* [WHAT TO DO]: The job is to find each line of the records below that includes the word "scale" and copy it.

* [RECORDS FOR PROCESSING]:
/---

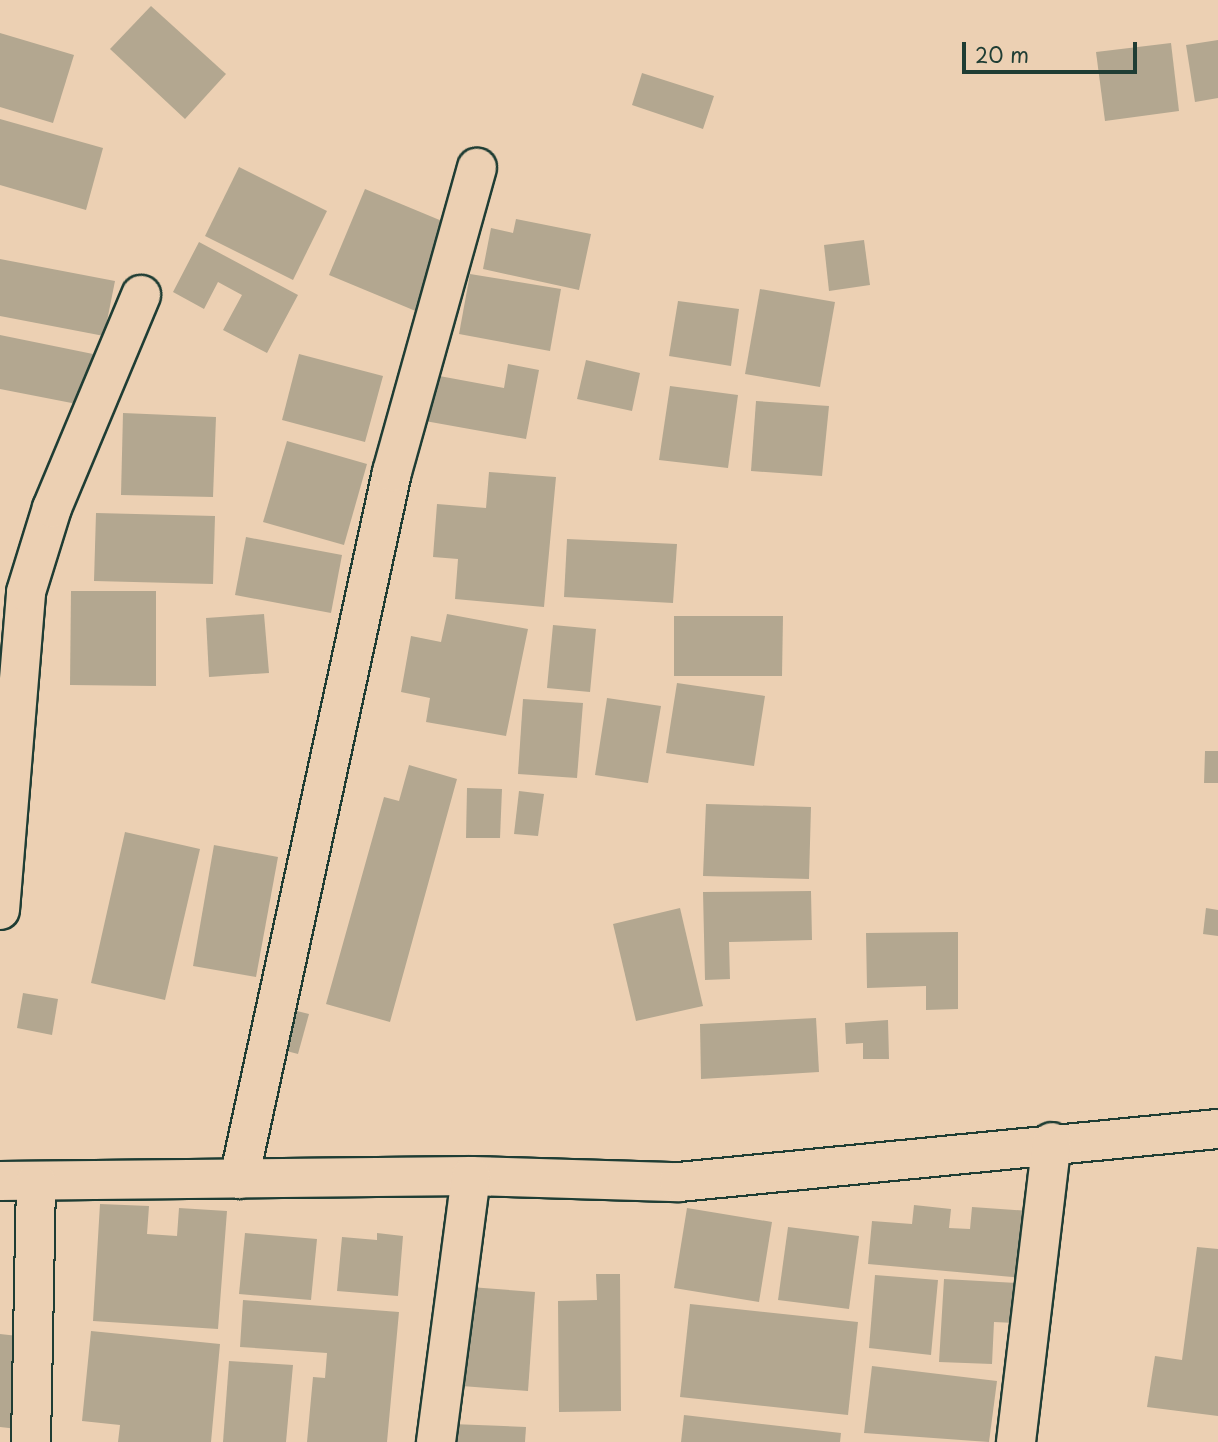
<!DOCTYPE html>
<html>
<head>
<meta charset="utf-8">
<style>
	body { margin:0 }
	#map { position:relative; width:1218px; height:1442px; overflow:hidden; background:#ecd0b3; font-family:"Playpen Sans",sans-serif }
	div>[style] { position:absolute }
	.building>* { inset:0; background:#b3a790 }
	.roads { filter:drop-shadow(2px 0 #1f3d34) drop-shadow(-2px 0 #1f3d34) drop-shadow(0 2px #1f3d34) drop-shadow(0 -2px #1f3d34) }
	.minor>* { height:38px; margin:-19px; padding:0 19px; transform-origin:19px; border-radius:19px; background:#ecd0b3 }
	span { translate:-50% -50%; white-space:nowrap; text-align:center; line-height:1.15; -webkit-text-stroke:5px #ecd0b3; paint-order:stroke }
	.scale { position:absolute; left:962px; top:42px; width:175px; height:32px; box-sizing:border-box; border:4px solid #1f3d34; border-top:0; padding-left:9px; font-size:21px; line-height:24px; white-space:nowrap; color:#1f3d34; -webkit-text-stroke:5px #ecd0b3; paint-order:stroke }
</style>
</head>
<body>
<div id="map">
	<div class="building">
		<div style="clip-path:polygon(151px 6px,226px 74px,185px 119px,110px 49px)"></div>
		<div style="clip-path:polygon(0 33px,74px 55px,53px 123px,0 107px)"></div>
		<div style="clip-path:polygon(1218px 40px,1218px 98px,1195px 102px,1186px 45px)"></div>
		<div style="clip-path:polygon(1171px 43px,1179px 111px,1105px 121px,1096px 52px)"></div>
		<div style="clip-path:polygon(642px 73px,714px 96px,703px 129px,632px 105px)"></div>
		<div style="clip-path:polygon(0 119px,103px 148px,86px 210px,0 185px)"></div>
		<div style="clip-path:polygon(239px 167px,327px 211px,293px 280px,205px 236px)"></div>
		<div style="clip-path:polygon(365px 189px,454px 226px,418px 312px,329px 275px)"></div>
		<div style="clip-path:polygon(516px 219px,591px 234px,579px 290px,483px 269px,491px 228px,513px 233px)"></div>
		<div style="clip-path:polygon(864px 240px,870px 285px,829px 291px,824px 245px)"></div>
		<div style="clip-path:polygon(199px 242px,298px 295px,267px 353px,223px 330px,242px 295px,218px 282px,204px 309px,173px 292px)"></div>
		<div style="clip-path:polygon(0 259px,115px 281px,104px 336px,0 316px)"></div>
		<div style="clip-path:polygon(470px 274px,561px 289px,550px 351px,459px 334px)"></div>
		<div style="clip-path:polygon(760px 289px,835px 302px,820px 387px,745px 374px)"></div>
		<div style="clip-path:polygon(678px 301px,739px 309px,731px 366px,669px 356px)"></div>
		<div style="clip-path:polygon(0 335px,93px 354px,82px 405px,0 389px)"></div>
		<div style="clip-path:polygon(299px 354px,383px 376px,365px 442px,282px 420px)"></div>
		<div style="clip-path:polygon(586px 360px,640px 373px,632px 411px,577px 399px)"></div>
		<div style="clip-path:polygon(508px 364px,539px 370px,526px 439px,425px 421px,434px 375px,504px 388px)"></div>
		<div style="clip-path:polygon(670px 386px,738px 395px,728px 468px,659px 460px)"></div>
		<div style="clip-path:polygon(756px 401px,829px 406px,822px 476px,751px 471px)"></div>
		<div style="clip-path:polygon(123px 413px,216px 417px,213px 497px,121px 495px)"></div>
		<div style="clip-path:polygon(287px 441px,367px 464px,344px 545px,263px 522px)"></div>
		<div style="clip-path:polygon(489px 472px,556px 477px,544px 607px,455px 599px,458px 559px,433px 557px,437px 504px,486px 508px)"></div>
		<div style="clip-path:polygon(96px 513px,215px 516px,213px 584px,94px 581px)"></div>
		<div style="clip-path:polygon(246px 537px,342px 555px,331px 613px,235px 595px)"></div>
		<div style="clip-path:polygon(567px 539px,677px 544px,673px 603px,564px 597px)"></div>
		<div style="clip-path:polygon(71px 591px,156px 591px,156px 686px,70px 685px)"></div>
		<div style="clip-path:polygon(264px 614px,269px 673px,209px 677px,206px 618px)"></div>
		<div style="clip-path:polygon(447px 614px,528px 629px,506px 736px,426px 722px,430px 698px,401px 692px,411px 636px,441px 642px)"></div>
		<div style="clip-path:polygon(674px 616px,783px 616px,782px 676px,674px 676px)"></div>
		<div style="clip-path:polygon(553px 625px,596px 629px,590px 692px,547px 688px)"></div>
		<div style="clip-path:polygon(677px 683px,765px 696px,754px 766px,666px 753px)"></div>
		<div style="clip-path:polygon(607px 698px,661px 706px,648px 783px,595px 775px)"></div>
		<div style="clip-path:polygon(523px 699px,583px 703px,577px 778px,518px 774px)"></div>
		<div style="clip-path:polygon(1205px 751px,1218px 751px,1218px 783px,1204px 783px)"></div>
		<div style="clip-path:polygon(409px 765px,457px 779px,390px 1022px,326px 1004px,384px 797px,399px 801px)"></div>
		<div style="clip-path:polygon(467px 788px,502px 789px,500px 838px,466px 838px)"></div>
		<div style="clip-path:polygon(519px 791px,544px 794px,538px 836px,514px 834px)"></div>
		<div style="clip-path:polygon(706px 804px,811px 807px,809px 879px,703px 876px)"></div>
		<div style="clip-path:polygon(125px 832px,200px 849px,165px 1000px,91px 983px)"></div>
		<div style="clip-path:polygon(214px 845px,278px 857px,256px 977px,193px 966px)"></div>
		<div style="clip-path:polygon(811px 891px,812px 940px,729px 942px,730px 979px,705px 980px,703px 892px)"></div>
		<div style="clip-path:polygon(680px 908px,703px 1006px,636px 1021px,613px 924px)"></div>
		<div style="clip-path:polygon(1206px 908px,1218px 910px,1218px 936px,1203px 934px)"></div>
		<div style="clip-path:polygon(958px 932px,958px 1009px,926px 1010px,926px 986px,867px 988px,866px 933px)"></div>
		<div style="clip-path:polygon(23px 993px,58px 999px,52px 1035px,17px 1028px)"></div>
		<div style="clip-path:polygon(289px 1009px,309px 1014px,298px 1054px,279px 1049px)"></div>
		<div style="clip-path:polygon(816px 1018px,819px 1072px,701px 1079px,700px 1024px)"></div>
		<div style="clip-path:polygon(888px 1020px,889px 1059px,863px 1059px,863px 1043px,846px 1044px,845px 1023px)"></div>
		<div style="clip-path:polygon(100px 1204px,149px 1206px,147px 1234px,177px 1236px,179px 1208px,227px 1211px,218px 1329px,93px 1321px)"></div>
		<div style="clip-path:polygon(914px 1205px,951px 1209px,949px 1228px,970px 1229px,972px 1207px,1030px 1211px,1024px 1278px,868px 1264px,872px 1221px,912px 1224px)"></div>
		<div style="clip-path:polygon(687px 1208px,772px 1222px,759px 1302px,674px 1288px)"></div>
		<div style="clip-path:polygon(788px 1227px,859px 1236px,849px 1309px,778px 1300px)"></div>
		<div style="clip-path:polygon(245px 1233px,317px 1239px,311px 1300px,239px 1294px)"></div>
		<div style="clip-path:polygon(377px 1233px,403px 1236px,398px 1296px,337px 1291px,342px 1237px,377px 1240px)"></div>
		<div style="clip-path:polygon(1197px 1247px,1218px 1249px,1218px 1416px,1147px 1407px,1155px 1356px,1182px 1360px)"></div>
		<div style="clip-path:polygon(596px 1274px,620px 1274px,621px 1411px,559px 1412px,558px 1301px,597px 1300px)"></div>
		<div style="clip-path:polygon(875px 1275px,938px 1280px,931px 1355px,869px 1348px)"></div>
		<div style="clip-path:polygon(944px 1279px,1017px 1283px,1015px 1323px,994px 1322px,992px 1364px,939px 1362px)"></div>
		<div style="clip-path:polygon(470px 1287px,535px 1292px,528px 1391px,462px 1386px)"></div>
		<div style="clip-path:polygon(243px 1300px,399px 1312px,387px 1442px,307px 1442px,313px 1377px,325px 1378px,327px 1353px,240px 1347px)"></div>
		<div style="clip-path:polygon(690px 1304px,858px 1322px,848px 1415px,680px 1397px)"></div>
		<div style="clip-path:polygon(91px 1331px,220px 1344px,211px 1442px,118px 1442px,120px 1425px,82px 1421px)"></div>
		<div style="clip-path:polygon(0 1334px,27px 1337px,18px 1429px,0 1427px)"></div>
		<div style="clip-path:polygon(229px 1361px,293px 1365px,286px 1442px,223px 1442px)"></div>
		<div style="clip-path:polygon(872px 1366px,997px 1381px,989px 1442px,864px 1433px)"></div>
		<div style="clip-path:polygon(684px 1415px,841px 1433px,840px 1442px,681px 1442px)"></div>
		<div style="clip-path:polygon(452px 1424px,526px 1427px,525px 1442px,451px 1442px)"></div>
	</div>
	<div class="roads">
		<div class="minor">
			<div style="left:0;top:910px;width:319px;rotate:-85.3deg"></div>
			<div style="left:26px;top:592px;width:88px;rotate:-72.8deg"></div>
			<div style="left:52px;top:508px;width:231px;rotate:-67.3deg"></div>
			<div style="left:239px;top:1179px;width:723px;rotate:-77.79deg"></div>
			<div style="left:392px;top:472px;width:316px;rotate:-74.4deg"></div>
			<div style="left:0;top:1181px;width:471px;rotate:-0.6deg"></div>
			<div style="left:471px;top:1176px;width:208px;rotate:1.7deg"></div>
			<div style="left:679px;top:1182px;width:542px;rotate:-5.62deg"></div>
			<div style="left:31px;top:1442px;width:261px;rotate:-88.9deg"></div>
			<div style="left:436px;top:1442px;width:268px;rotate:-82.5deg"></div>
			<div style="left:1016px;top:1442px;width:302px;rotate:-83.2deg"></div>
		</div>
	</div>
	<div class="scale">20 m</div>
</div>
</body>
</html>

\---

* [TASK RESULT]:
	.scale { position:absolute; left:962px; top:42px; width:175px; height:32px; box-sizing:border-box; border:4px solid #1f3d34; border-top:0; padding-left:9px; font-size:21px; line-height:24px; white-space:nowrap; color:#1f3d34; -webkit-text-stroke:5px #ecd0b3; paint-order:stroke }
	<div class="scale">20 m</div>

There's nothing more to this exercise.